Вести о трагедии – радиопозывные, сигналы бедствия, ракетами взмывающие в безлунное небо, – доходили до Англии в виде путаных и отрывочных слухов. Британская пресса сразу же стала говорить о том, что на «Титанике» царило мужество и даже героизм.
И это вызвало презрение и возмущение мистера Джорджа Бернарда Шоу.
Малейший намек на «романтизм» или «сентиментальность» звучал для м-ра Шоу как заклятие. Он написал письмо в «Дейли Ньюз энд Лидер», уличая британскую прессу в разгуле романтических бредней. Зло высмеяв английские «романтические» претензии на геройство в ситуации кораблекрушения, он сравнивал их с «достоверными свидетельствами», чтобы показать, что поведение офицеров, всего экипажа и пассажиров можно было называть как угодно, только не героическим.
Конан Дойл взорвался и написал ответ, в котором указал, что «достоверные свидетельства» м-ра Шоу не согласуются со всеми фактами и что сейчас не время для упражнений в сарказме по поводу жертв «Титаника», живых или мертвых.
Ответный выпад м-ра Шоу был стремителен и тщательно отточен, как балетное па.
Он надеется, что его друг сэр Артур Конан Дойл, выразив свой романтический и горячий протест, вновь раза три или четыре перечитает его письмо. Его, м-ра Шоу, неправильно поняли. Ведь если журналисты расточают похвалы, не выяснив обстоятельств, они повинны во лжи. И нужды нет, – тут м-р Шоу отмахивается от мелких деталей, – что впоследствии появились достоверные свидетельства, подтвердившие некоторые рассказы журналистов о тех на «Титанике», кто исполнял свой долг. Он, м-р Шоу, приводит лишь первоначальные свидетельства – и таким вот антраша уводит читателя от факта, что, сам-то он, высмеивая в своем письме несчастную жертву, воспользовался как первыми, так и последующими свидетельствами.
«Ну и ладно, – отозвался бы посторонний наблюдатель. – Повеселились и хватит».

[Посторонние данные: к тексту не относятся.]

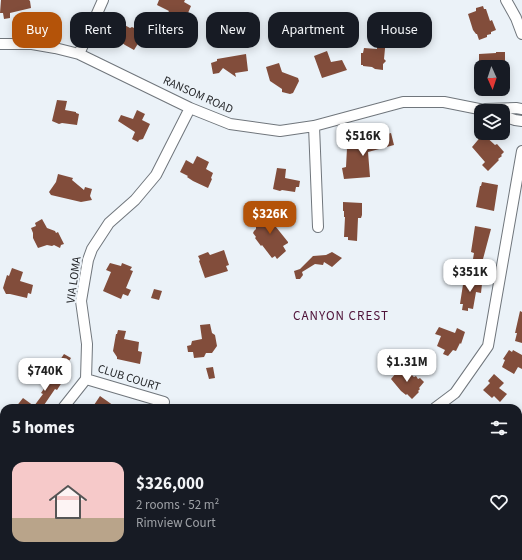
<!DOCTYPE html>
<meta charset="utf-8">
<style>
:root{--surface:#171b24;--page:#242831;--text:#f1f3f6;--muted:#9ea1a6;--line:#363941;--accent:#b45309}
body{margin:0;font-family:"Source Sans 3",sans-serif;background:var(--page);color:var(--text);height:100vh;display:flex;flex-direction:column;font-size:15px;white-space:nowrap}
*{box-sizing:border-box;margin:0}
p{font-size:13px;color:var(--muted)}
.icon{flex:none;width:22px;height:22px;fill:none;stroke:currentColor;stroke-width:2;stroke-linecap:round;stroke-linejoin:round}
.map{position:relative;flex:1;overflow:hidden}
.sheet{position:absolute;left:0px;top:404px;width:522px;height:156px;display:flex;flex-direction:column;background:var(--surface);border-radius:12px 12px 0 0;box-shadow:0 2px 10px #0003}
.sheet>*{flex:none}
.banner{position:absolute;left:12px;top:12px;width:498px;height:36px;display:flex;gap:8px}
.needle{width:26px;rotate:177deg}
.tools{position:absolute;left:474px;top:60px;display:grid;gap:8px}
.tools a{display:grid;place-items:center;width:36px;height:36px;border-radius:8px;background:var(--surface);box-shadow:0 2px 10px #0003;font-size:20px}
.price{position:absolute;translate:-50% -34px;padding:0 9px;border-radius:8px;background:#fff;color:#222;font-size:13px;line-height:26px;filter:drop-shadow(0 1px 2px #0008)}
.price::after{content:'';position:absolute;left:50%;top:24px;width:12px;height:9px;margin-left:-6px;background:inherit;clip-path:polygon(0 0,100% 0,50% 100%)}
.price.current{background:var(--accent);color:#fff}
ul{padding:0;list-style:none}
li{display:flex;align-items:center;gap:12px;height:100px;padding:0 12px}
li+li{border-top:1px solid var(--line)}
li span{display:grid;place-items:center;flex:none;width:112px;height:80px;border-radius:12px;color:#555}
li>.icon{margin-inline-start:auto}
span .icon{width:48px;height:48px;fill:#fffc;stroke-width:1}
li b{font-size:17px}
h2{display:flex;justify-content:space-between;align-items:center;height:48px;padding:0 12px;font-size:17px}
.pill{padding:0 14px;border-radius:12px;background:var(--surface);box-shadow:0 2px 10px #0003;font-size:14px;line-height:36px}
.pill.current{background:var(--accent);color:#fff}
.map>svg:first-child{display:block}
.building{fill:#824d3b}
.lines{fill:none;stroke-linecap:round;stroke-linejoin:round}
.minor-casing{stroke:#70767c;stroke-width:12}
.minor{stroke:#fff;stroke-width:10}
.labels{text-anchor:middle;dominant-baseline:central;stroke-width:4;stroke-linejoin:round;paint-order:stroke}
.street-label{font-size:12px;fill:#282a2d;stroke:#ebf2f8}
.neighbourhood-label{font-size:13px;letter-spacing:1px;fill:#4e1238;stroke:#ebf2f8}
</style>
<div class="map">
<svg width="522" height="560" viewBox="0 0 522 560">
<rect width="100%" height="100%" fill="#ebf2f8"/>
<path class="building" d="M1,0H29L30,1L31,8L10,13V18L4,19L3,13H0Z
M159,0H185L184,2L191,6L188,13L185,12L180,21L167,14L169,11L157,5Z
M483,6L484,9H486L490,21L492,20L496,30L491,32V34L487,35V37L479,40L477,34H476L473,30L468,14L476,11V8Z
M119,22L130,28L132,27L134,28L142,23L154,32L153,33L155,42L147,37L145,41L139,42L134,50L125,45L112,35Z
M244,30L249,38L241,43L236,36Z
M377,38H386L384,59L386,61L383,64V70L375,69L372,67L363,66V65H361V53H363L364,48L377,49Z
M327,51L331,62L342,60L347,70L322,78L314,56Z
M496,52H505V67H484V62L479,63V54L496,53Z
M246,54L248,71L235,73L236,77L223,68L219,73L213,74L211,63L217,61V59Z
M279,63L282,72L298,78L299,81L293,93L290,94L282,92V89L270,81L266,67Z
M57,100L67,101L65,110L76,112V113L79,114L77,125L62,123L59,124L52,121Z
M137,110L145,114L142,120L150,124L143,139L139,140L138,142L132,139L135,132L118,121L121,115L133,119Z
M391,133L394,145L368,152L370,177L344,179L342,168L346,167L347,148H352V146L361,145L363,142L368,143L381,139L380,136Z
M483,134L495,145L497,144L504,152L501,155L502,156L498,159L499,160L488,171L482,165L485,162L472,147Z
M197,156L209,162L206,169L213,173L211,178L212,179L208,188L193,181L187,177L188,176L180,172L186,160L193,164Z
M277,168L286,169L285,178L300,181L299,187H296L295,192L282,190L280,191L273,189Z
M58,174L73,178L72,180L84,190L85,187L92,189L90,196L92,200L81,202L51,195L49,192L56,182Z
M482,182L498,185L494,211L476,207L480,186H481Z
M343,202L362,203V215L361,218H358L357,241L348,240V237H344L345,217H344V211H343Z
M261,207L271,208L270,222H272L288,242V243L283,246L286,251L277,259L275,256L272,258L262,245L261,246L255,238L256,237L253,233L254,231L256,229V223L259,224Z
M42,219L47,228L55,231L56,233L58,232L64,244L61,245L60,248L54,245L52,246L47,245L38,248L33,238V233L31,228L36,226L35,223Z
M475,226L491,229L483,259H473L474,253L471,252Z
M224,250L229,265L226,266L228,271L205,278L199,261L200,260L198,256L208,252L210,255Z
M332,252L342,258L332,267L324,262L323,265L315,264L302,272L303,275L300,279H296L294,271L300,269L313,256L326,255Z
M110,263L121,266L122,263L132,267L130,270L133,271L126,288L131,290L128,296L123,294L121,299L103,291L111,272L106,270Z
M12,268L23,272L20,281L33,285L31,294L28,293L27,298L10,294H6L3,288L7,275L9,276Z
M464,278L473,279V281L479,282V284H482L481,293L476,292L473,309L468,308V311L462,310L463,304H460Z
M154,289L162,291L159,300L151,298Z
M520,311L522,312V343L515,341L517,333H515Z
M210,324L212,333L215,335L217,346L212,353H206L204,357L194,358L193,352H188L187,346L191,345L192,341L202,339L200,325Z
M439,327L455,333L457,328L465,332L461,344L460,343L456,351L453,350L448,356L443,354L445,350L437,346L441,336L435,334Z
M118,330L126,331L124,339L139,342L138,351L142,352L140,364L117,359V357L113,351L116,334H117Z
M509,350L512,352L513,350L522,355V369L518,367L514,374L502,367L505,360L503,359Z
M64,354L71,358L66,366L60,360Z
M402,366L414,377L416,376L418,379L420,378L424,382L419,388L420,389L418,391L419,392L412,399L407,394L406,395L401,391L391,379Z
M213,367L215,378L209,379L206,368Z
M57,370L65,375L63,379H64L57,390L55,389L42,408H15L23,398L34,406L43,394L41,393Z
M494,374L504,383L499,388L507,394L500,402L494,396L492,398L483,390L490,383L488,381Z
M100,396L117,408H97L94,405Z"/>
<g class="lines">
<g class="minor-casing">
<path id="minor" d="M506,0L516,18L522,34
M0,44H32L55,48L79,54L190,108L230,124L280,131L314,126L403,102H444L489,111
M79,54L103,0
M485,109L516,108L522,109
M503,116L515,120L522,121
M314,126L318,227
M86,379L164,402
M63,408L86,379L87,344L81,301L88,260L92,249L109,223L135,200L156,175L190,108
M435,408L455,393L488,346L522,151
M0,493L4,488"/>
</g>
<use href="#minor" class="minor"/>
</g>
<g class="labels">
<g class="street-label">
<text transform="translate(198 95) rotate(24)">RANSOM ROAD</text>
<text transform="translate(74 280) rotate(-82)">VIA LOMA</text>
<text transform="translate(129 378) rotate(17)">CLUB COURT</text>
</g>
<g class="neighbourhood-label">
<text x="341" y="316">CANYON CREST</text>
</g>
</g>
</svg>
<div class="tools">
<a><svg class="needle" viewBox="-14 -14 28 28"><path d="M0-13l5 13h-10z" fill="#e53935"/><path d="M0 13l5-13h-10z" fill="#9ea1a6"/></svg></a>
<a><svg class="icon" aria-label="layers" viewBox="0 0 24 24"><path d="M12 4l9 5-9 5-9-5zM3 14l9 5 9-5"/></svg></a>
</div>
<b class="price" style="left:363px;top:157px">$516K</b>
<b class="price current" style="left:270px;top:235px">$326K</b>
<b class="price" style="left:470px;top:293px">$351K</b>
<b class="price" style="left:407px;top:383px">$1.31M</b>
<b class="price" style="left:45px;top:392px">$740K</b>
<div class="banner">
<a class="pill current">Buy</a>
<a class="pill">Rent</a>
<a class="pill">Filters</a>
<a class="pill">New</a>
<a class="pill">Apartment</a>
<a class="pill">House</a>
</div>
<section class="sheet">
<h2>5 homes<svg class="icon" aria-label="filters" viewBox="0 0 24 24"><path d="M4 7h16M4 17h16"/><circle cx="9" cy="7" r="2"/><circle cx="15" cy="17" r="2"/></svg></h2>
<ul>
<li><span style="background:linear-gradient(#f6c9c9 70%,#b9a48a 0)"><svg class="icon" aria-label="home" viewBox="0 0 24 24"><path d="M3 11l9-7 9 7M6 9v11h12V9"/></svg></span><div><b>$326,000</b><p>2 rooms · 52 m²</p><p>Rimview Court</p></div><svg class="icon" aria-label="heart" viewBox="0 0 24 24"><path d="M12 20l-8-8c-3-5 5-10 8-4 3-6 11-1 8 4z"/></svg></li>
</ul>
</section>
</div>
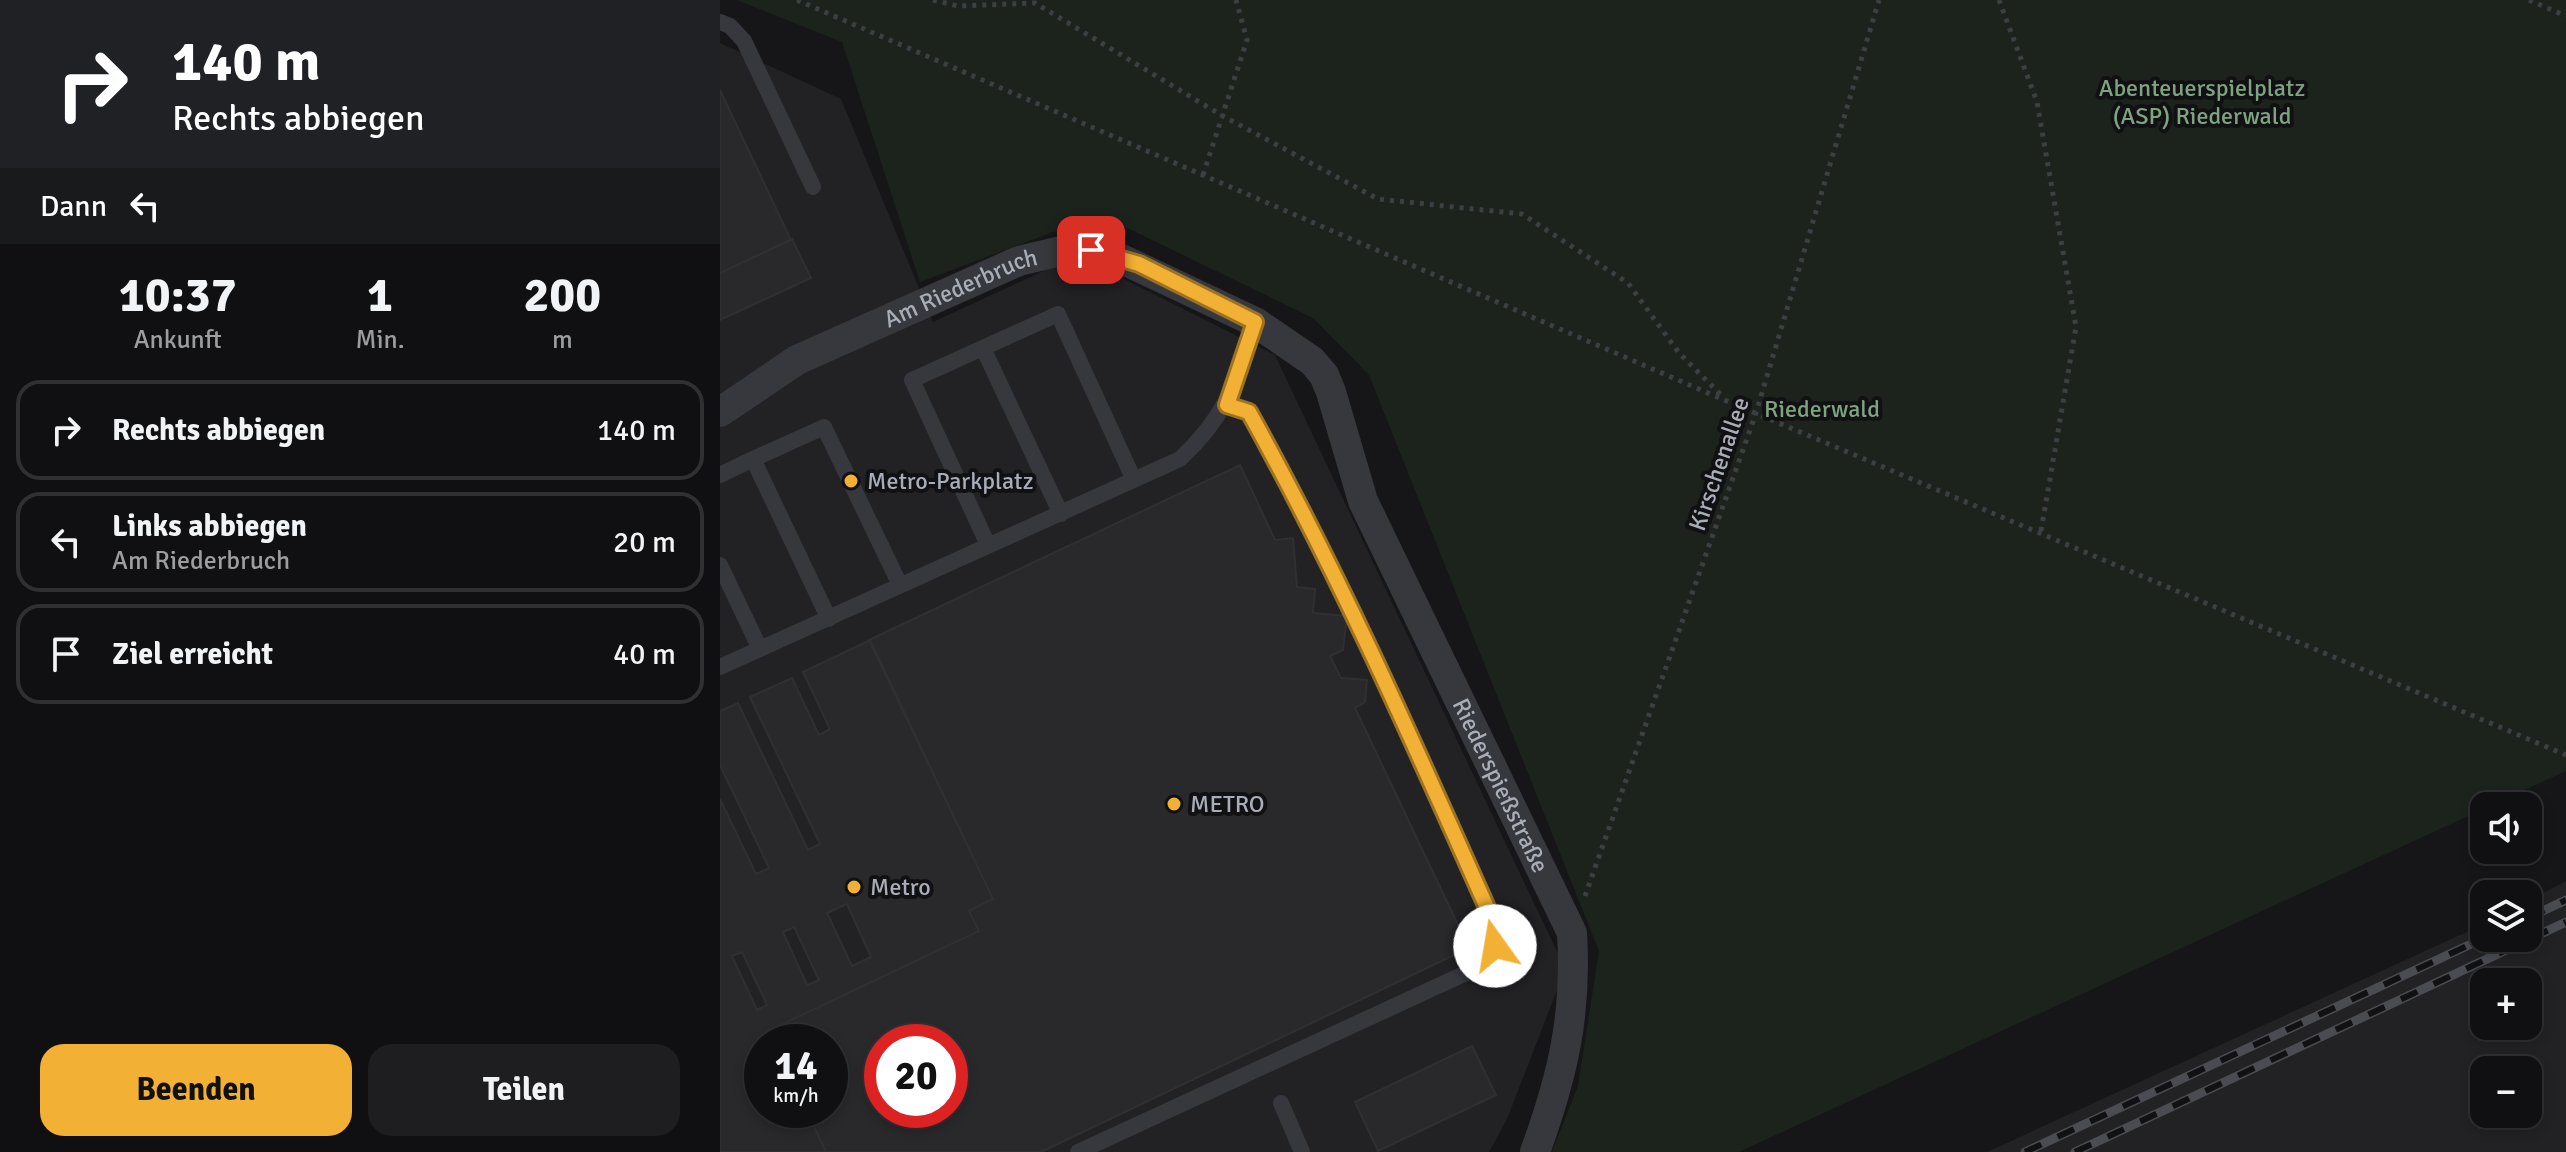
<!DOCTYPE html>
<html lang="de">
<head>
<meta charset="utf-8">
<style>
	:root { --surface:#101012; --page:#1e1e20; --text:#f1f3f6; --muted:#9c9d9f; --line:#303032; --accent:#f2b134 }
	body { margin:0; font-family:Signika,sans-serif; background:var(--page); color:var(--text); height:100vh; display:flex; flex-direction:column; font-size:30px; white-space:nowrap }
	* { box-sizing:border-box; margin:0 }
	p { font-size:26px; color:var(--muted) }
	.icon { flex:none; width:44px; height:44px; fill:none; stroke:currentColor; stroke-width:2; stroke-linecap:round; stroke-linejoin:round }
	.map { position:relative; flex:1; overflow:hidden }
	.details { display:flex; flex-direction:column; background:var(--surface); width:720px }
	.details>* { flex:none }
	.guide { background:#202124; color:#fff; overflow:hidden }
	.tools { position:absolute; left:1750px; top:792px; display:grid; gap:16px }
	.tools a { display:grid; place-items:center; width:72px; height:72px; border-radius:16px; background:var(--surface); box-shadow:0 4px 12px #0003,0 0 0 2px var(--line); font-size:40px }
	.speed { position:absolute; left:24px; top:1024px; display:flex; gap:16px; font-size:40px; font-weight:700; text-align:center }
	.speed>* { display:grid; place-content:center; width:104px; height:104px; border-radius:50%; background:var(--surface); box-shadow:0 4px 12px #0003,0 0 0 2px var(--line); line-height:1 }
	.speed small { font-size:20px; font-weight:400 }
	.speed .limit { border:12px solid #d22; background:#fff; color:#111 }
	.pin { position:absolute; display:grid; place-items:center; width:68px; height:68px; color:#fff; margin:-34px; border-radius:16px; box-shadow:0 4px 12px #0006 }
	.me { position:absolute; width:88px; margin:-44px; rotate:347deg; stroke-linejoin:round; filter:drop-shadow(0 0 6px #0008) }
	.turn { display:flex; align-items:center; gap:28px; height:168px; padding:0 40px; font-size:36px }
	.turn .icon { width:104px; height:104px; stroke-width:2.5 }
	.turn b { display:block; font-size:56px; line-height:68px }
	.then { display:flex; align-items:center; height:76px; padding:0 40px; background:#0003; gap:16px; font-size:30px }
	.eta { display:flex; justify-content:space-evenly; align-items:center; height:136px; text-align:center }
	.eta b { font-size:48px; font-weight:700; line-height:56px }
	.primary-button { display:flex; gap:16px; margin-top:auto; padding:16px 40px }
	.primary-button a { flex:1; height:92px; border-radius:24px; background:var(--accent); color:#111; font-size:32px; font-weight:700; line-height:92px; text-align:center }
	.primary-button a+a { background:var(--page); color:var(--text) }
	ul { padding:0; list-style:none }
	li { display:flex; align-items:center; gap:24px; height:100px; margin:0 16px 12px; padding:0 24px; border:4px solid var(--line); border-radius:24px }
	li div { flex:1 }
	li b { display:block; font-size:30px }
	li em { font-style:normal }
	main { display:flex; flex:1; min-height:0 }
	.map>svg:first-child { display:block }
	.built { fill:#222225; fill-rule:evenodd }
	.green { fill:#1c231d }
	.building { fill:#29292c; stroke:#303034; stroke-width:2; fill-rule:evenodd }
	.lines { fill:none; stroke-linecap:round; stroke-linejoin:round }
	.path { stroke:#3d3f44; stroke-width:5; stroke-dasharray:4 6; stroke-linecap:butt }
	.lane { stroke:#37383d; stroke-width:16 }
	.street { stroke:#37383d; stroke-width:30 }
	.rail-casing { stroke:#4a4c52; stroke-width:9 }
	.rail { stroke:#111113; stroke-width:6; stroke-dasharray:18; stroke-linecap:butt }
	.route-casing { stroke:#9d7322; stroke-width:20 }
	.route { stroke:#f2b134; stroke-width:14 }
	.poi-dot { fill:#f2b134; stroke:#111113; stroke-width:3 }
	.labels { text-anchor:middle; dominant-baseline:central; stroke-width:8; stroke-linejoin:round; paint-order:stroke }
	.park-label { font-size:24px; fill:#7fa381; stroke:#111113 }
	.street-label { font-size:24px; fill:#a8adb8; stroke:#111113 }
	.poi-label { font-size:24px; fill:#a8adb8; stroke:#111113; text-anchor:start }
</style>
</head>
<body>
<main>
<section class="details">
<div class="guide">
<div class="turn"><svg class="icon" aria-label="right" viewBox="0 0 24 24"><path d="M7 20v-9h11M14 6l5 5-5 5"/></svg><div><b>140 m</b>Rechts abbiegen</div></div>
<div class="then">Dann<svg class="icon" aria-label="left" viewBox="0 0 24 24"><path d="M17 20v-9H6M10 6l-5 5 5 5"/></svg></div>
</div>
<div class="eta">
<div><b>10:37</b><p>Ankunft</p></div>
<div><b>1</b><p>Min.</p></div>
<div><b>200</b><p>m</p></div>
</div>
<ul>
<li><svg class="icon" aria-label="right" viewBox="0 0 24 24"><path d="M7 20v-9h11M14 6l5 5-5 5"/></svg><div><b>Rechts abbiegen</b></div><em>140 m</em></li>
<li><svg class="icon" aria-label="left" viewBox="0 0 24 24"><path d="M17 20v-9H6M10 6l-5 5 5 5"/></svg><div><b>Links abbiegen</b><p>Am Riederbruch</p></div><em>20 m</em></li>
<li><svg class="icon" aria-label="arrive" viewBox="0 0 24 24"><path d="M6 21V4h12l-3 4 3 4H6"/></svg><div><b>Ziel erreicht</b></div><em>40 m</em></li>
</ul>
<div class="primary-button"><a>Beenden</a><a>Teilen</a></div>
</section>
<div class="map">
<svg width="1846" height="1152" viewBox="0 0 1846 1152">
	<rect width="100%" height="100%" fill="#161618"/>
	<path class="built" d="M0,43L121,99L213,322L332,267H380L555,355L839,956L841,980L787,1119L769,1152H0ZM42,1042H110V1110H42ZM162,1042H230V1110H162Z
		M1846,881V1152H1267L1764,924V938H1808V901ZM1764,982H1808V1026H1764ZM1764,1070H1808V1114H1764Z"/>
	<path class="green" d="M17,0H1846V771L1019,1152H832L858,1086L879,951L649,375L593,318L395,222L333,232L200,282L122,42Z"/>
	<path class="building" d="M0,90L71,240L0,273Z
		M72,239L91,278L0,320V273Z
		M520,465L555,540L573,538L577,587L595,589L593,613L627,616L623,650L610,656L621,678L647,680L645,702L635,708L749,948L321,1152H106L86,1110H110V1042H54L48,1031L259,931L249,911L273,899L149,640ZM162,1042H230V1110H162Z
		M150,640L273,899L249,911L259,931L48,1031L54,1042H42V1110H86L106,1152H0V799L36,874L49,868L0,765V711L18,703L88,850L100,844L30,697L72,678L99,735L110,729L83,672ZM127,904L151,957L132,966L107,913ZM74,927L99,980L87,985L63,932ZM22,952L47,1005L37,1010L12,956Z
		M752,1046L776,1095L658,1151L635,1102Z"/>
	<g class="lines">
		<path class="path" d="M77,0L1009,402L1846,755
			M213,0L238,6L315,3L501,115L658,199L802,214L908,283L959,353L1004,398
			M1279,0L1317,102L1356,327L1321,531
			M1809,0L1846,16
			M483,175L527,40L516,0
			M865,896L1036,413L1159,0"/>
		<path class="lane" d="M0,22L10,26L24,41L93,187
			M263,348L341,514
			M33,459L104,427L180,585
			M0,475L33,459L109,619
			M268,545L192,380L338,314L414,480
			M0,565L40,649
			M0,667L460,459C508,414 515,383 535,322
			M561,1103L582,1152
			M358,1152L757,968C771,957 777,948 777,930C700,754 623,580 529,412L507,405"/>
		<path class="street" id="s1" d="M0,412L77,360L299,261L345,250L393,255L535,322L592,361L604,375L611,392L643,501L852,933C857,1015 843,1075 815,1152"/>
		<defs>
			<path id="rail" d="M1808,918L1846,900
				M1305,1152L1764,938
				M1355,1152L1846,922"/>
		</defs>
		<use href="#rail" class="rail-casing"/>
		<use href="#rail" class="rail"/>
	</g>
	<g class="lines">
		<defs>
			<path id="route" d="M371,250L419,264L535,322L507,405L529,412C623,581 698,753 777,930L775,946"/>
		</defs>
		<use href="#route" class="route-casing"/>
		<use href="#route" class="route"/>
	</g>
	<g class="poi-dot">
		<circle cx="131" cy="481" r="8"/>
		<circle cx="454" cy="804" r="8"/>
		<circle cx="134" cy="887" r="8"/>
	</g>
	<g class="labels">
		<g class="park-label">
			<text x="1482" y="88">Abenteuerspielplatz<tspan x="1482" dy="28">(ASP) Riederwald</tspan></text>
			<text x="1102" y="409">Riederwald</text>
		</g>
		<g class="street-label">
			<text stroke="none"><textPath href="#s1" startOffset="272">Am Riederbruch</textPath></text>
			<text transform="translate(999 464) rotate(-71)">Kirschenallee</text>
			<text stroke="none"><textPath href="#s1" startOffset="1124">Riederspießstraße</textPath></text>
		</g>
		<g class="poi-label">
			<text x="147" y="481">Metro-Parkplatz</text>
			<text x="470" y="804">METRO</text>
			<text x="150" y="887">Metro</text>
		</g>
	</g>
</svg>
<div class="tools">
<a><svg class="icon" aria-label="sound" viewBox="0 0 24 24"><path d="M4 9h4l5-4v14l-5-4H4zM17 9q2 3 0 6"/></svg></a>
<a><svg class="icon" aria-label="layers" viewBox="0 0 24 24"><path d="M12 4l9 5-9 5-9-5zM3 14l9 5 9-5"/></svg></a>
<a>+</a>
<a>−</a>
</div>
<div class="speed"><div>14<small>km/h</small></div><div class="limit">20</div></div>
<div class="pin" style="left:371px;top:250px;background:#d93025"><svg class="icon" aria-label="arrive" viewBox="0 0 24 24"><path d="M6 21V4h12l-3 4 3 4H6"/></svg></div>
<svg class="me" style="left:775px;top:946px" viewBox="-20 -20 40 40"><circle r="19" fill="#fff"/><path d="M0-13L10 11 0 6-10 11z" fill="#f2b134"/></svg>
</div>
</main>
</body>
</html>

Нет, он, мистер Шоу, не может допустить сочувствия капитану Смиту. Судно капитана Смита погибло, а это – непростительная провинность. И нет такого оправдания, как бы ловко оно ни было построено, которое могло бы обратить поражение в победу. Капитан Смит не покинул корабля и погиб; и он, м-р Шоу, не произнес бы ни слова, огорчительного для семьи Смита, не начни журналисты превозносить его поведение до небес. В Королевском военно-морском флоте он непременно был бы отдан под трибунал. А «сентиментальные идиоты с надрывом в голосе» всегда вызывали у него, м-ра Шоу, только раздраженное презрение. Ему никогда не изменял здравый смысл.
Зная все это, нам тем более интересно будет взглянуть на м-ра Шоу и Конан Дойла в конце того же года, когда они выступали с речами по ирландскому вопросу.
На большом митинге в Мемориал-холле на Фаррингдон-стрит ирландские волынки вызывали на сцену ораторов. Сцена была украшена зелеными и оранжевыми полотнищами, представляющими католиков и протестантов Ирландии. Это был митинг английских и ирландских протестантов, выступающих против позиции, занятой протестантами Северной Ирландии, которые опасались, что гомруль обернется преследованием протестантского меньшинства католическим большинством.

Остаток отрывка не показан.